USS New London County (LST-1066) was an  in the United States Navy. Unlike many of her class, which received only numbers and were disposed of after World War II, she survived long enough to be named. On 1 July 1955, all LSTs still in commission were named for US counties or parishes; LST-1066 was given the name New London County, after the county in Connecticut.

Construction
LST-1066 was laid down on 18 January 1945, at Hingham, Massachusetts, by the Bethlehem-Hingham Shipyard; launched on 21 February 1945; sponsored by Miss Cynthia L. Rowan; and commissioned on 20 March 1945.

Service history

World War II
Following shakedown the newly designated flagship of LST Group 99 departed New York 11 May 1945, in convoy for the Western Pacific.
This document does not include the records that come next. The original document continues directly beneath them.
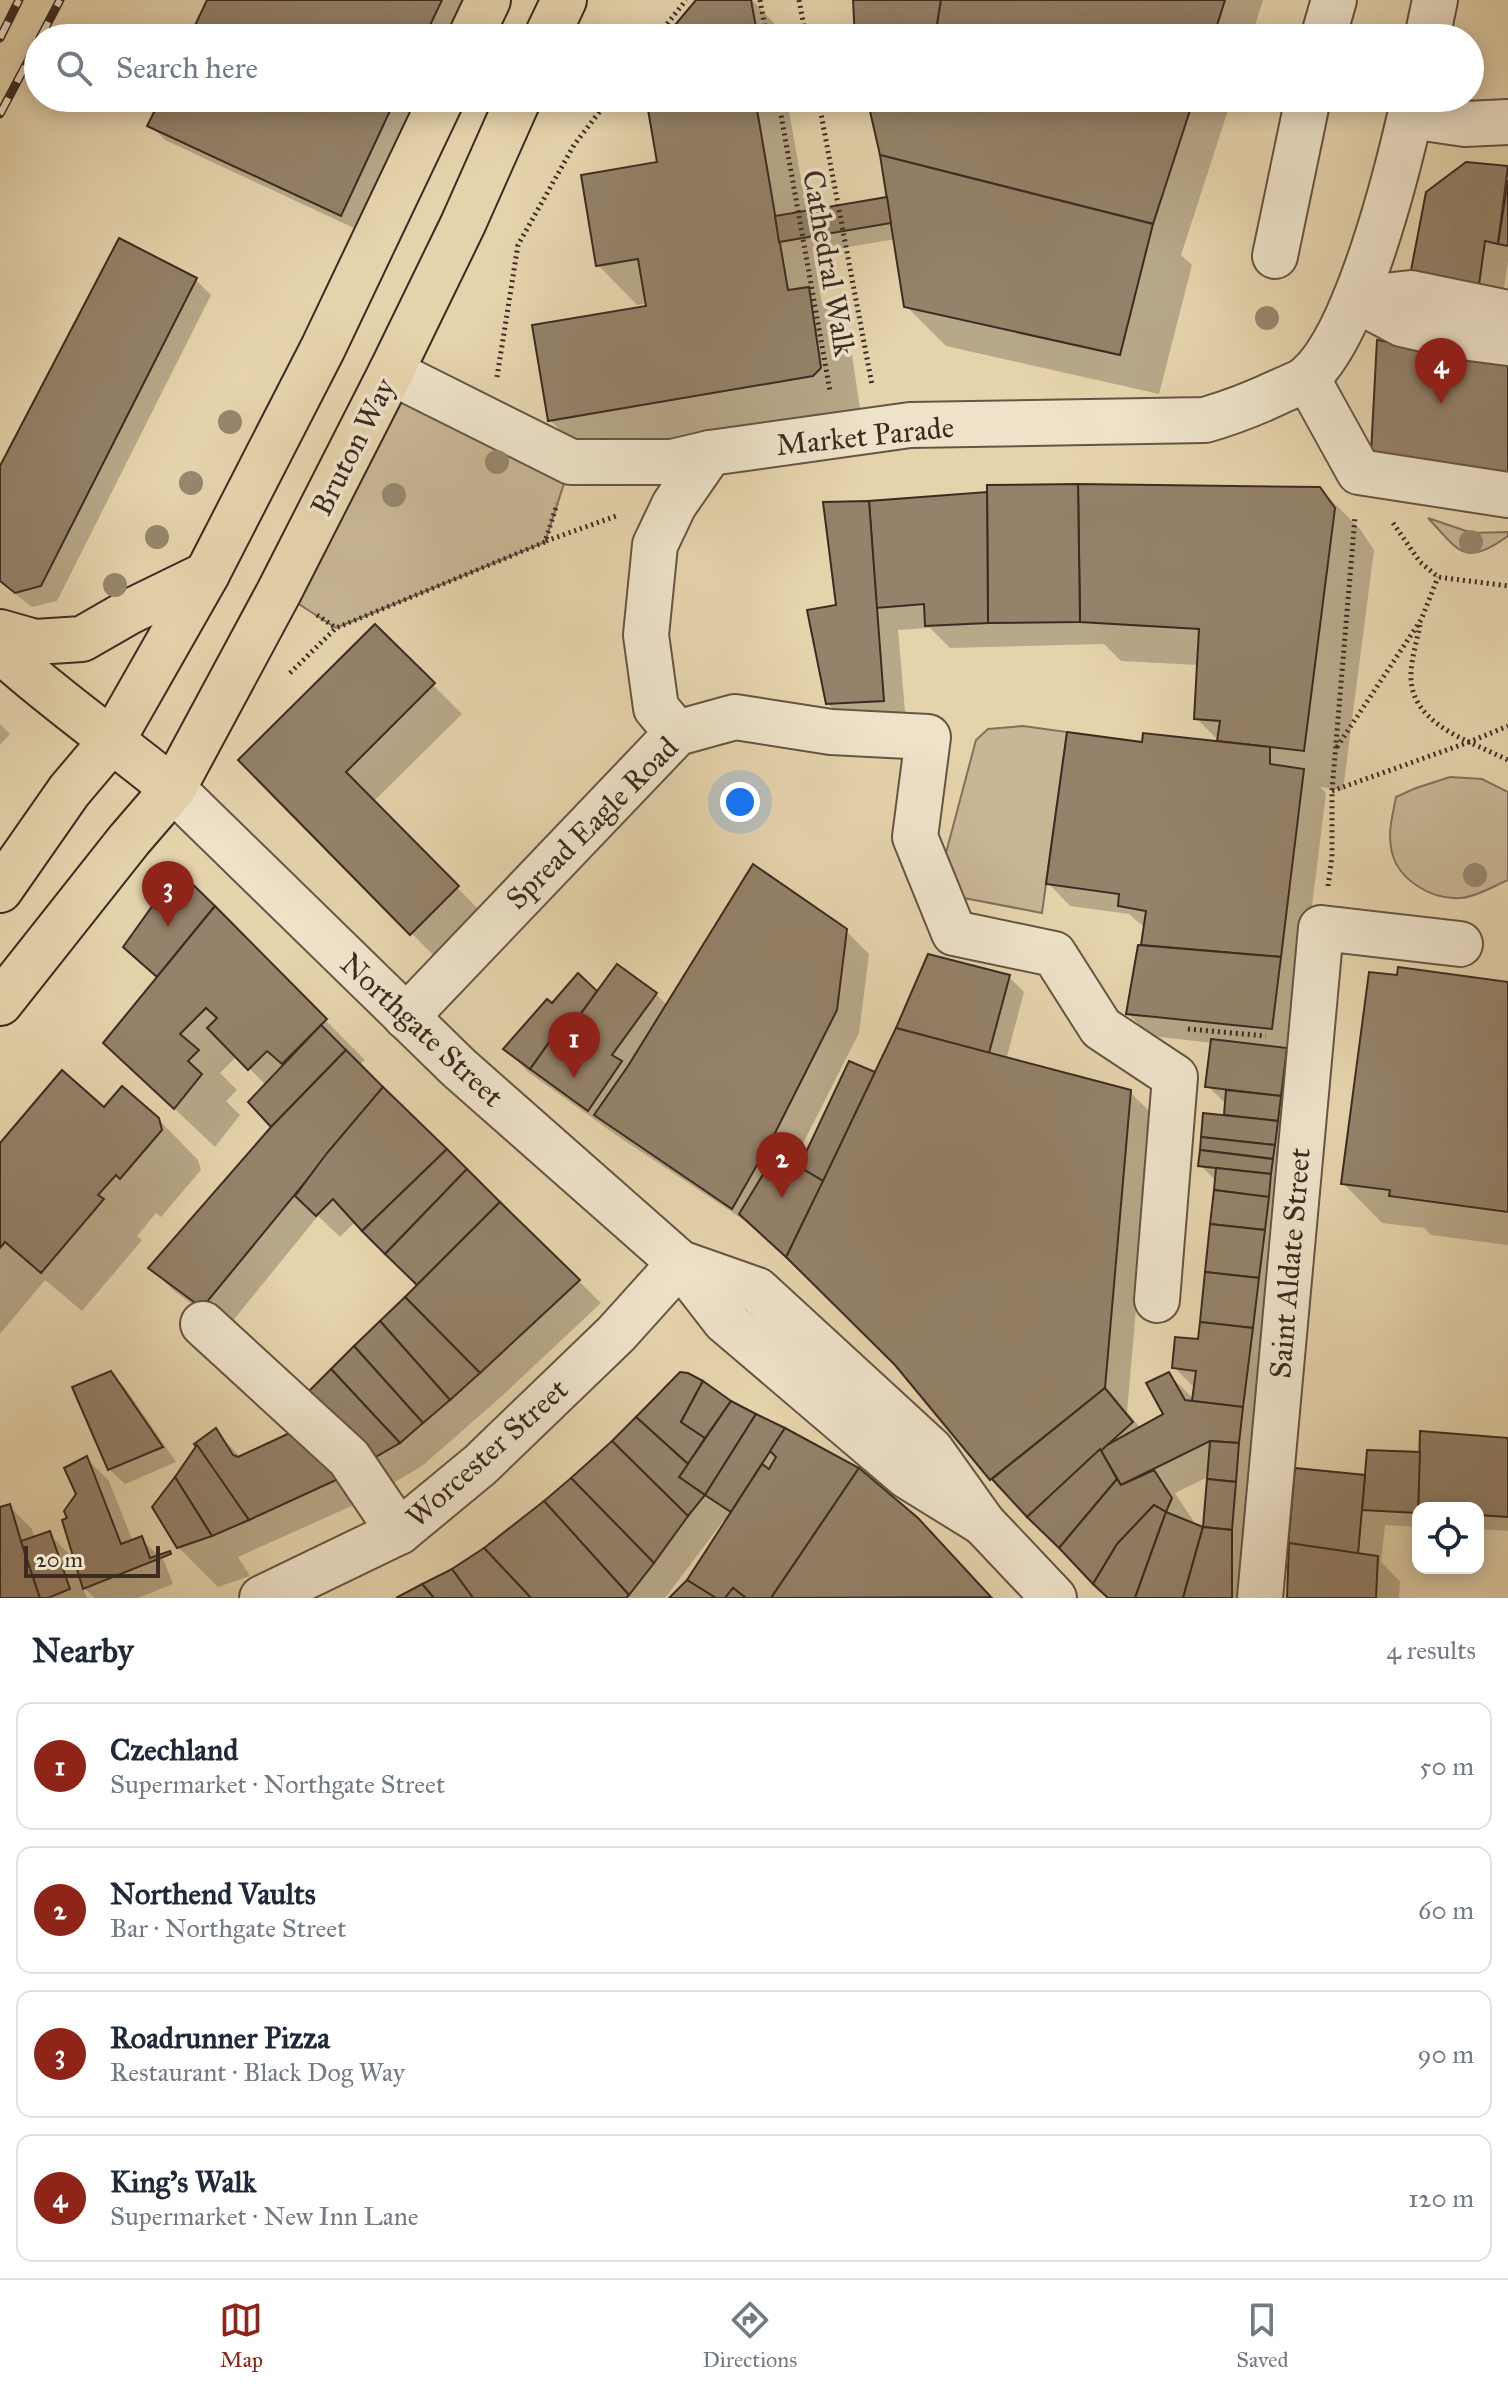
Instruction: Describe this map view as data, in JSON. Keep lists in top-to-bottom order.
{
  "streets": {
    "main road": ["Bruton Way"],
    "street": [
      "Market Parade",
      "Spread Eagle Road",
      "Northgate Street",
      "Saint Aldate Street",
      "Worcester Street"
    ],
    "path": ["Cathedral Walk"]
  },
  "crossings": [
    ["Cathedral Walk", "Market Parade"],
    ["Market Parade", "Bruton Way"],
    ["Bruton Way", "Northgate Street"],
    ["Spread Eagle Road", "Northgate Street"],
    ["Northgate Street", "Worcester Street"]
  ],
  "scale_bar": "20 m",
  "page": {
    "search": "Search here",
    "pins": [
      "4",
      "3",
      "1",
      "2"
    ],
    "scale": "20 m",
    "heading": ["Nearby", "4 results"],
    "list": [
      {
        "mark": "1",
        "name": "Czechland",
        "note": "Supermarket · Northgate Street",
        "value": "50 m"
      },
      {
        "mark": "2",
        "name": "Northend Vaults",
        "note": "Bar · Northgate Street",
        "value": "60 m"
      },
      {
        "mark": "3",
        "name": "Roadrunner Pizza",
        "note": "Restaurant · Black Dog Way",
        "value": "90 m"
      },
      {
        "mark": "4",
        "name": "King's Walk",
        "note": "Supermarket · New Inn Lane",
        "value": "120 m"
      }
    ],
    "nav": ["Map", "Directions", "Saved"]
  }
}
Three months later, having transited the Panama Canal, LST–1066 reached Leyte, Philippines via the Marshall and Caroline Islands. After transferring ammunition to fleet ships, she sailed 18 October, from Lingayen Gulf, Luzon, on the first of two voyages transporting elements of the 6th Army to the Japanese home islands of Honshū and Shikoku for occupation duty.

Post-war 

On 30 November, she joined the procession of ships old and new steaming homeward and arrived San Pedro, California, 13 January 1946. In March 1946, placed out of commission in the reserve, LST–1066 joined the Pacific Reserve Fleet in Puget Sound.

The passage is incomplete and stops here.